Single-institution analysis of willingness of waitlist patients to undergo kidney transplantation with expanded criteria brain-dead donors

Affiliations
  • 1Organ Transplantation Center, Asan Medical Center, University of Ulsan College of Medicine, Seoul, Korea
  • 2Department of Liver Transplantation and Hepatobiliary Surgery, Asan Medical Center, University of Ulsan College of Medicine, Seoul, Korea
  • 3Department of Kidney and Pancreas Transplantation Surgery, Asan Medical Center, University of Ulsan College of Medicine, Seoul, Korea

Abstract

Background
The waitlist period for kidney transplantation (KT) has been increasing due to intractable shortage of brain-dead donors in Korea. To solve this organ shortage issue, KT cases with expanded criteria brain-dead donor (ECD) organs have been increasing. This study intended to analyze the willingness of waitlist patients to undergo KT with ECD in a single institution in order to use as the basic data for selecting and managing patients waiting for deceased donor KT (DDKT).
Methods
We carried out a survey with 1,069 patients who were enrolled at the waitlist for DDKT from 2015 to 2019 at a single institution. They were asked whether they were willing to undergo KT with ECD of type 1 and 2. The answers were analyzed through descriptive statistics.
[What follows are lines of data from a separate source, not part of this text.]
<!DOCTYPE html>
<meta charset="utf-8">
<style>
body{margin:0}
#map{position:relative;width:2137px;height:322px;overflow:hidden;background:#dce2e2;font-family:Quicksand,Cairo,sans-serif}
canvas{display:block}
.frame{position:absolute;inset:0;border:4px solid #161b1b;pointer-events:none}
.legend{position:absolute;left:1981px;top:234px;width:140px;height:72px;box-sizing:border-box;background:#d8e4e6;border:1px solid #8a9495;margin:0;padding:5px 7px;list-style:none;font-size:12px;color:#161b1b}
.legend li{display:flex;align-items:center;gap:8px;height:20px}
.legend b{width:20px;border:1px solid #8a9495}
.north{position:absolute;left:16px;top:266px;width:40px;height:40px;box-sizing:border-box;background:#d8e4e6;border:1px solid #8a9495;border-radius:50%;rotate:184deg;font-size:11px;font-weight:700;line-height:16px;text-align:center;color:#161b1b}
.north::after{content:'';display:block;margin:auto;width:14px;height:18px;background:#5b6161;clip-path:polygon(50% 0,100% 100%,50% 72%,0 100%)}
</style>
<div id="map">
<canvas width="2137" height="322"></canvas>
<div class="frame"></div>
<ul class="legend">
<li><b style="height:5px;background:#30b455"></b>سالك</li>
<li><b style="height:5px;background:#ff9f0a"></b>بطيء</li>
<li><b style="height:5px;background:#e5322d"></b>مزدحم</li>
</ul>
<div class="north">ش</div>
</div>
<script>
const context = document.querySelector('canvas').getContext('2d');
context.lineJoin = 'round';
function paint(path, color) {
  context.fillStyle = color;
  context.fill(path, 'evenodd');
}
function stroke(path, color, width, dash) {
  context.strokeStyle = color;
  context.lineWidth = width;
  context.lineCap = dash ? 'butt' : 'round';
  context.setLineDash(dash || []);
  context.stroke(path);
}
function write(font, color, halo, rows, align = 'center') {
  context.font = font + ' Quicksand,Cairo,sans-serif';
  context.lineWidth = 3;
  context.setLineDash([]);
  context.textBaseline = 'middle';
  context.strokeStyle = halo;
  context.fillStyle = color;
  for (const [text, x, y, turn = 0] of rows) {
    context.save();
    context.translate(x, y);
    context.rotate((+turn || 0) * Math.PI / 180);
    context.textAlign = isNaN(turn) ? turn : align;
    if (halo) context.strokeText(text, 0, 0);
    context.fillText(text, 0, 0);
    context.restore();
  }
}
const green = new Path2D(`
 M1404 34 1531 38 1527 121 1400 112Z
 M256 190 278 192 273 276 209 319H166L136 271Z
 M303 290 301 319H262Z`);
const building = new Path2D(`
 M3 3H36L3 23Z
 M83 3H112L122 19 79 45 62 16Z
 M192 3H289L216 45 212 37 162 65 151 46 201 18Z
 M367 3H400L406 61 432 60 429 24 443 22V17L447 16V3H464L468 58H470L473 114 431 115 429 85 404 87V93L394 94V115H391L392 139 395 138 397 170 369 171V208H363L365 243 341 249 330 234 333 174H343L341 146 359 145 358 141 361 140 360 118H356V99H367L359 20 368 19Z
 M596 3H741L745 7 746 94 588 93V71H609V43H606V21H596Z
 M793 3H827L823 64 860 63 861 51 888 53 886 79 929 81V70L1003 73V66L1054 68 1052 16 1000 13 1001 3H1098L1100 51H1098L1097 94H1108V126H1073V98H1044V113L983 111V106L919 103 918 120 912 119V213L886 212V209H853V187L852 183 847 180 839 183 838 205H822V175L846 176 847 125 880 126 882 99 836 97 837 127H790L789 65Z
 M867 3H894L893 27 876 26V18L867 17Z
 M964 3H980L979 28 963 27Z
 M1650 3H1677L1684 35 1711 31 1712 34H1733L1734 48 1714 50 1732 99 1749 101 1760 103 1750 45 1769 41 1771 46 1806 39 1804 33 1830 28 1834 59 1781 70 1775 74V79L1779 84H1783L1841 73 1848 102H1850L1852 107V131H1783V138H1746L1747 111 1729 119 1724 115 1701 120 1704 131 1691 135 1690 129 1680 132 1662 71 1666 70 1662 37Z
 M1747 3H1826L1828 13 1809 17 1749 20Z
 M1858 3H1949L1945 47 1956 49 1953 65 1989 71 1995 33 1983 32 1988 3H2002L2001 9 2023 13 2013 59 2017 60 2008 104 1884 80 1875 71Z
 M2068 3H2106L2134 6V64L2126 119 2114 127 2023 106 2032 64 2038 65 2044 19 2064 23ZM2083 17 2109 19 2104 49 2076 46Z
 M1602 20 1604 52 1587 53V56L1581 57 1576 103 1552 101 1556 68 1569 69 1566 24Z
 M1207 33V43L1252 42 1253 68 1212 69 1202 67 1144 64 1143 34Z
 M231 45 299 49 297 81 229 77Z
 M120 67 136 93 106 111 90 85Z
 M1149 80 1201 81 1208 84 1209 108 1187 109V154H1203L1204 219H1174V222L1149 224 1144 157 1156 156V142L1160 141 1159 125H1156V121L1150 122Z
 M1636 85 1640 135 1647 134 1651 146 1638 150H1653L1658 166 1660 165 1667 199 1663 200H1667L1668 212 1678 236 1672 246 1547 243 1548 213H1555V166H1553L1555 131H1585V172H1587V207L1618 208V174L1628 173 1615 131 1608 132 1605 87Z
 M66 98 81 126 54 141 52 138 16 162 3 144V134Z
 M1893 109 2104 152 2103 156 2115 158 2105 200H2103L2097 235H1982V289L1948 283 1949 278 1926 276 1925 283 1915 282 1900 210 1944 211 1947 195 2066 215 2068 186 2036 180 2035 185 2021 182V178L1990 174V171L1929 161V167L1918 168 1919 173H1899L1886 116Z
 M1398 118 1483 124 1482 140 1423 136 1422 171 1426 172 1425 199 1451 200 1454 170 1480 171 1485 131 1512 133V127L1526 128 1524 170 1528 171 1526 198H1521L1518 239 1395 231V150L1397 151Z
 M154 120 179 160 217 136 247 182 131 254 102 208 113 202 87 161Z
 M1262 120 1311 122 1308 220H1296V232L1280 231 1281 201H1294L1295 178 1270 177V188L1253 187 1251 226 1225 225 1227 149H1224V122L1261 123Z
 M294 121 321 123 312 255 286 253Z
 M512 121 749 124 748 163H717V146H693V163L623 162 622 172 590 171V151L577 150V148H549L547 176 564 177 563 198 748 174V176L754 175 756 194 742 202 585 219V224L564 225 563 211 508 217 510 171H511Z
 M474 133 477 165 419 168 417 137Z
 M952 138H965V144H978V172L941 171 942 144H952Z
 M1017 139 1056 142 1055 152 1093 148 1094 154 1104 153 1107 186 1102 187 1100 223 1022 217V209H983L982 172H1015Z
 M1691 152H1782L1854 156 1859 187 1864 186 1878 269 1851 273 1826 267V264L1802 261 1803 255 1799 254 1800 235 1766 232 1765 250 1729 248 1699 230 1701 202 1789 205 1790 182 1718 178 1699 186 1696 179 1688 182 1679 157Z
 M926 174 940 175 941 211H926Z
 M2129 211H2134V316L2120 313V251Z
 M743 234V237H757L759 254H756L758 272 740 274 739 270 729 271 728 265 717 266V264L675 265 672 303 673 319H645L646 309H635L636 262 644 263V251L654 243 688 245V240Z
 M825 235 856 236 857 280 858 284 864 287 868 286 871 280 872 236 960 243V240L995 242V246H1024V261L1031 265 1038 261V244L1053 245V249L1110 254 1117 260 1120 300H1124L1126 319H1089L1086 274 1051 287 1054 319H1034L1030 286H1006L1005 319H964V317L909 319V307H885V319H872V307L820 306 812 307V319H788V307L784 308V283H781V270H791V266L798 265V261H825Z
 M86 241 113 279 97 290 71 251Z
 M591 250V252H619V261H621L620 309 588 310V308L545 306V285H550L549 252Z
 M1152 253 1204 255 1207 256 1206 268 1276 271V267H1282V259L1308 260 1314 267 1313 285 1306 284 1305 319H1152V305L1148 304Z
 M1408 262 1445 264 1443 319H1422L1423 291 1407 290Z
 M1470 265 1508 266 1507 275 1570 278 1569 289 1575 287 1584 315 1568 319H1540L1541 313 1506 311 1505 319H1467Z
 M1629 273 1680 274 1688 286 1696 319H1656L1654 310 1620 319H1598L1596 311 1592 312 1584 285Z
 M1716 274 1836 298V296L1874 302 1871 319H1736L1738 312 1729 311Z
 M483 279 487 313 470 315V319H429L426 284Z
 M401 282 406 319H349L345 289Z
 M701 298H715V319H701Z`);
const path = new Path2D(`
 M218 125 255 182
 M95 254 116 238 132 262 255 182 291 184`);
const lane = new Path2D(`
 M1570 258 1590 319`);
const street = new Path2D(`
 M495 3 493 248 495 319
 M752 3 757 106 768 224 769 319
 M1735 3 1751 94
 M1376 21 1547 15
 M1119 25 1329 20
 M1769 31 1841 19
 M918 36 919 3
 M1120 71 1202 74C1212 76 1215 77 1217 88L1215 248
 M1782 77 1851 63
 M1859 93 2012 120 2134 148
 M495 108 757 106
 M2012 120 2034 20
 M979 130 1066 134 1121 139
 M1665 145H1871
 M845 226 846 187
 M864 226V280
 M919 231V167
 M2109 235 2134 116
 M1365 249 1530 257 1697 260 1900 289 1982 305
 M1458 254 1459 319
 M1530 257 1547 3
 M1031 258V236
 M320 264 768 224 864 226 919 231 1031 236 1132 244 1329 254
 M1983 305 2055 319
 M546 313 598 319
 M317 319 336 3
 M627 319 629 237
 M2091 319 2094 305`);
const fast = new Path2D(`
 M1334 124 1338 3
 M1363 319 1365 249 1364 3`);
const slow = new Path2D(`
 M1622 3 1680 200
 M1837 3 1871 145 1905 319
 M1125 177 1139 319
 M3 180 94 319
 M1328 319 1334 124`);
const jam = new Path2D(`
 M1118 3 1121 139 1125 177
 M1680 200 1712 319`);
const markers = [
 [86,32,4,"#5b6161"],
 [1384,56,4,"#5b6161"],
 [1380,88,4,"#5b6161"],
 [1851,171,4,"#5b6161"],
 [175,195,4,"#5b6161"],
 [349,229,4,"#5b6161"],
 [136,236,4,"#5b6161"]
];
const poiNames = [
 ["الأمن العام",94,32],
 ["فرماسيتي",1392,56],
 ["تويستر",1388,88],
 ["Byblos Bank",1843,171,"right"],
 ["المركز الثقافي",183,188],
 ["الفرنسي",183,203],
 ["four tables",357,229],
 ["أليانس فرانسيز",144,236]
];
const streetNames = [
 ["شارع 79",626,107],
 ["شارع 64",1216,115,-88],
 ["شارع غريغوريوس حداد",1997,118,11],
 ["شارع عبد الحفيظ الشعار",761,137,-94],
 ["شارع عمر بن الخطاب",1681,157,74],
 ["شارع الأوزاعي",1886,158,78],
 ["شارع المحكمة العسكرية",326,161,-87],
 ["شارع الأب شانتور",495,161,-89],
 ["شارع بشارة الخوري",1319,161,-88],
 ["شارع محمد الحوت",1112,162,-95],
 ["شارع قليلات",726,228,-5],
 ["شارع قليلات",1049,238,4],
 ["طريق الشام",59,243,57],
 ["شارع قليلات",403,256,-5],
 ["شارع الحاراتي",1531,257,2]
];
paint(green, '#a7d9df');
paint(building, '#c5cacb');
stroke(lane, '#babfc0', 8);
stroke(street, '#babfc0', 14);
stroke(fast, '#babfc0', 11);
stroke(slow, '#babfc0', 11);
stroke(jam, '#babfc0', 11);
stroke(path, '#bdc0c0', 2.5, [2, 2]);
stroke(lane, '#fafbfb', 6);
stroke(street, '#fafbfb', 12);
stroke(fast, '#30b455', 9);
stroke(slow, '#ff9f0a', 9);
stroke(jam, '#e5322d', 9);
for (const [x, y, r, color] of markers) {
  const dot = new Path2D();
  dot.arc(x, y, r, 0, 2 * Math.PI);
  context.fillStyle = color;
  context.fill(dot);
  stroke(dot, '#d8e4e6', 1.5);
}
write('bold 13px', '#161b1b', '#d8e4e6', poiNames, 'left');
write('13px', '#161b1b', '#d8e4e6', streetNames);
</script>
ECD type 1: age over 60 years, but serum creatinine is normal (<1.5 mg/dL) without hypertension or diabetes and type 2: serum creatinine is higher than 3.0 mg/dL due to acute kidney injury, under continuous renal replacement therapy to improve acute renal failure, or serum creatinine is normal (<1.5 mg/dL) but over 60 years of age with hypertension or diabetes.
Results
Of them, 390 patients (36.0%) refused ECD type 1. In contrast, other 345 patients (32.0%) answered to undergo KT with deceased donors over 60 years, but they did not want KT with donors over 70 years; 231 (22.0%) patients did not have a limit in the donor age; and 103(10%) patients hesitated or avoided answers. As a result, 576 (52.6%) of 1,096 patients were willing to undergo KT with ECD type 1. The proportions of such affirmative-answer group according to the patient age were 196 (34.1%) in their 50s, 171 (29.7%) in their 60s, 115 (19.9%) in their 40s, 57 (9.9%) in their 30s, 21 (3.7%) in their 70s, 14 (2.4%) in their 20s and three (0.30%) in their teens. Meanwhile, 538 patients (50.3%) refused to undergo KT with ECD type 2. Other 419 patients (39.2%) were willing to undergo KT with ECD type 2; and 112 patients (10.5%) avoided answer or did not responded. In the 419 patients who expressed their willingness to undergo KT with ECD type 2, the waitlist periods were ≥1 year in 135 patients, ≥2 years in 110, ≥3 years in 83, ≥4 years in 58, and ≥5 years in 33. Their distributions by age were 148 patients over 50s, 116 patients over 60s and 70s, 93 patients over 40s, 52 patients over 30s, and 10 patients over 20s. Among the 576 patients who expressed their willingness to undergo KT with ECD type 1, 322 (55.9%) answered to undergo any type of ECD DDKT.
Conclusions
We believe that the results of this study are helpful to select and manage the DDKT candidates quickly and efficiently when occurrence of ECD is notified. It is necessary to establish practical protocols and to improve awareness toward KT with ECD.